Fig. 1: I384 residue controls electromechanical coupling in the Shaker potassium channel.

A Structure of the Shaker channel (PDB:7SIP). Voltage-sensing domains (VSD) and pore domains (PD) and S4–S5 helixes are labeled. B Location of I384 at the VSD–PD interface and its contacting residues. C, D The I384C mutant shows markedly slower deactivation compared to WT, with GV curves (N = 4) sharper and more closely aligned with QV (N = 5). Inset shows the tail current of I384C in black and WT in red returning to −120 mV. E, F WT displays typical ionic and gating currents, with GV and QV (n = 3 for both) separated. G–H I384L requires stronger depolarization for activation, with a shallower GV slope (N = 4) and altered gating current (N = 5) The inset highlights the coexistence of both gating and ionic current at the beginning of the pulse. I, J Fluorescence recordings from a TMR labeled I384L (A359C) suggest normal VSD movements (N = 3 for GV/QV/FV curves). Note there is no slow component in the fluorescence traces. K Single-channel recordings from I384L reveal unchanged conductance but increased flickering. L, M I384R abolishes ionic conduction in 12 external K⁺, leaving only gating currents, with the QV shifted strongly to negative voltages (N = 4 for I384R). N Gating current kinetics of I384R are faster than WT in the W434F background (N = 3 for both).
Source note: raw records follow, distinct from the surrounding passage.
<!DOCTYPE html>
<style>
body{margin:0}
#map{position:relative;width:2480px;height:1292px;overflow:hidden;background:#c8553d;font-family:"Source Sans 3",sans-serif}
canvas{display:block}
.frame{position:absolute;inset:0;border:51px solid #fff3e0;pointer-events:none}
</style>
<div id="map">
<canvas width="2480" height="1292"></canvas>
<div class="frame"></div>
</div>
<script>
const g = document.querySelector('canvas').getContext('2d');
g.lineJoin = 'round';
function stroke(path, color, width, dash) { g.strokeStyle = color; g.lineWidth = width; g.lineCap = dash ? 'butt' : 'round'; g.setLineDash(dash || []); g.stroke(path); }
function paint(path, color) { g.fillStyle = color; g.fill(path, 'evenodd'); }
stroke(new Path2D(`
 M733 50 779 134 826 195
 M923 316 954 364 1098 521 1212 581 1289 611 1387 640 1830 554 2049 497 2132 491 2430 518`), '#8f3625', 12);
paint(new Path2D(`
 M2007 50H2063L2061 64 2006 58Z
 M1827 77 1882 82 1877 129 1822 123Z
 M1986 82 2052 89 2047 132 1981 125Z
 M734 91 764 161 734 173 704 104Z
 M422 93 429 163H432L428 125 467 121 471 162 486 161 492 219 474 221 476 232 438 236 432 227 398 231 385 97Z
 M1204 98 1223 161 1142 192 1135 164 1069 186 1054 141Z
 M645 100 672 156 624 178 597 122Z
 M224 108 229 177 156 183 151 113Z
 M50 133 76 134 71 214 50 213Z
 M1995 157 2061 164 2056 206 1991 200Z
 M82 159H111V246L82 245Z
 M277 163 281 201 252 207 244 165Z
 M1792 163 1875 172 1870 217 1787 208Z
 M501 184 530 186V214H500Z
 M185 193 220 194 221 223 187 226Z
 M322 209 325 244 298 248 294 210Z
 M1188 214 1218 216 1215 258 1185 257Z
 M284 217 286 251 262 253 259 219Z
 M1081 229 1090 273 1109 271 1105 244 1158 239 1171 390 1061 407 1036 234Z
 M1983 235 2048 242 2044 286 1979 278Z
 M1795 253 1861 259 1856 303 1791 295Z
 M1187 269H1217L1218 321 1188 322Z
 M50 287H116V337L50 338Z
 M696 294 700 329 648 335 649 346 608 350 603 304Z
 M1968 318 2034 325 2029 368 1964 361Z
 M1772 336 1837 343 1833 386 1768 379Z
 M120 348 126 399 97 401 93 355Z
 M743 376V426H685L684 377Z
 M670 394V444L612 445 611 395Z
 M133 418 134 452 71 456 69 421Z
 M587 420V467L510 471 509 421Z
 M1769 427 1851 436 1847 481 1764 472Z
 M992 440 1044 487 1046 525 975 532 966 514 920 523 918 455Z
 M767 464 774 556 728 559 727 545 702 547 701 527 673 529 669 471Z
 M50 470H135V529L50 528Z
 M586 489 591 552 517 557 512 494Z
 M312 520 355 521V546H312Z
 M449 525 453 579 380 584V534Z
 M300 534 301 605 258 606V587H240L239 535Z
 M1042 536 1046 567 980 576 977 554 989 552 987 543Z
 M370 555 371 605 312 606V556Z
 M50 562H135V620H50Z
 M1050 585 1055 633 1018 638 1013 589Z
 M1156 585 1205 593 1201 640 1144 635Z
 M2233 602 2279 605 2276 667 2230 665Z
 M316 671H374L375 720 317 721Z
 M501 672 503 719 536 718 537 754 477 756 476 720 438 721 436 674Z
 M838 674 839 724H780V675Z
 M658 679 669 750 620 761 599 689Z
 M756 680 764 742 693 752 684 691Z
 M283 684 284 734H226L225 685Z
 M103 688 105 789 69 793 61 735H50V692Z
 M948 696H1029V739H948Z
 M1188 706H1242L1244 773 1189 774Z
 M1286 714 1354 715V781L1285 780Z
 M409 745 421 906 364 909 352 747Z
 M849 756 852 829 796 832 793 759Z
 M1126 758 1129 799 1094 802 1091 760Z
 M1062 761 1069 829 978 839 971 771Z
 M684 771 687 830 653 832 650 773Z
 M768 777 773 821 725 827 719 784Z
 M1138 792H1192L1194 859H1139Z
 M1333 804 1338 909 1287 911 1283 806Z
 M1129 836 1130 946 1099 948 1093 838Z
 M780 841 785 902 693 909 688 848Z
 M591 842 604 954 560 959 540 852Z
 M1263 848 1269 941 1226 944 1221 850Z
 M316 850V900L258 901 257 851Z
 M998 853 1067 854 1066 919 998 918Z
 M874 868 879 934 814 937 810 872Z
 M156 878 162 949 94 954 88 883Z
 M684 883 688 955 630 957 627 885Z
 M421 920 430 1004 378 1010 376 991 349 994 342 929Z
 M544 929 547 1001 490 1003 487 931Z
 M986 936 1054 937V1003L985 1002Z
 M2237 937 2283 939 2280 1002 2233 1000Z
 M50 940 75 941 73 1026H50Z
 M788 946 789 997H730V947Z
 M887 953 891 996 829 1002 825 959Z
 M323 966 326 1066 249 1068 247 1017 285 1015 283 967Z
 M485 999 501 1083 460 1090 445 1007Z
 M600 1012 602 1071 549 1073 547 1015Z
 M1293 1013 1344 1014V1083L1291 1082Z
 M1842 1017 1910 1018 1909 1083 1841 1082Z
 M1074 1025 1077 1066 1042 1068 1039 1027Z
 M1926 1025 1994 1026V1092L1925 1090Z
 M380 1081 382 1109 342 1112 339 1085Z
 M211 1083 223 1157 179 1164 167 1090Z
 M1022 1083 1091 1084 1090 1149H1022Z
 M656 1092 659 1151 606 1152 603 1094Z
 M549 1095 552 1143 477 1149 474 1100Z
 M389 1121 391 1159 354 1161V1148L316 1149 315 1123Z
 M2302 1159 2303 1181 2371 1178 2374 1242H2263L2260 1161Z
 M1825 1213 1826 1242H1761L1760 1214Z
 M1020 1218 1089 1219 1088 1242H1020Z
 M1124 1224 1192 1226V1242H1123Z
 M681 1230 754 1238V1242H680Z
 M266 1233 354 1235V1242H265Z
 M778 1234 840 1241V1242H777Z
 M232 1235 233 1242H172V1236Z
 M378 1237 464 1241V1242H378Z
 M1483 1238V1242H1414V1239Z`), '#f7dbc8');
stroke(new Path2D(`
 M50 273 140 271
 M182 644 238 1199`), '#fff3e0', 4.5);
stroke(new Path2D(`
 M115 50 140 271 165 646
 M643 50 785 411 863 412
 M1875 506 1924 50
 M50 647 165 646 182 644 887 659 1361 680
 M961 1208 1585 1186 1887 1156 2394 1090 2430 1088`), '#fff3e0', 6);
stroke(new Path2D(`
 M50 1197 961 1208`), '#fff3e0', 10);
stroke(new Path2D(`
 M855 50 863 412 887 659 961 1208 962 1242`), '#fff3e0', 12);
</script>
All the data are shown as Mean ± SEM and N is the number biological replicates. For C, E, G, prepulse and returning pulse are both -120 mV and ∆V = 10 mV. For D, F, H, the data were fitted with a two-state model (details in method section) for easy visualization and calculation of change in ∆V_1/2. Fitting results could be found in Supplementary Tables 1-2.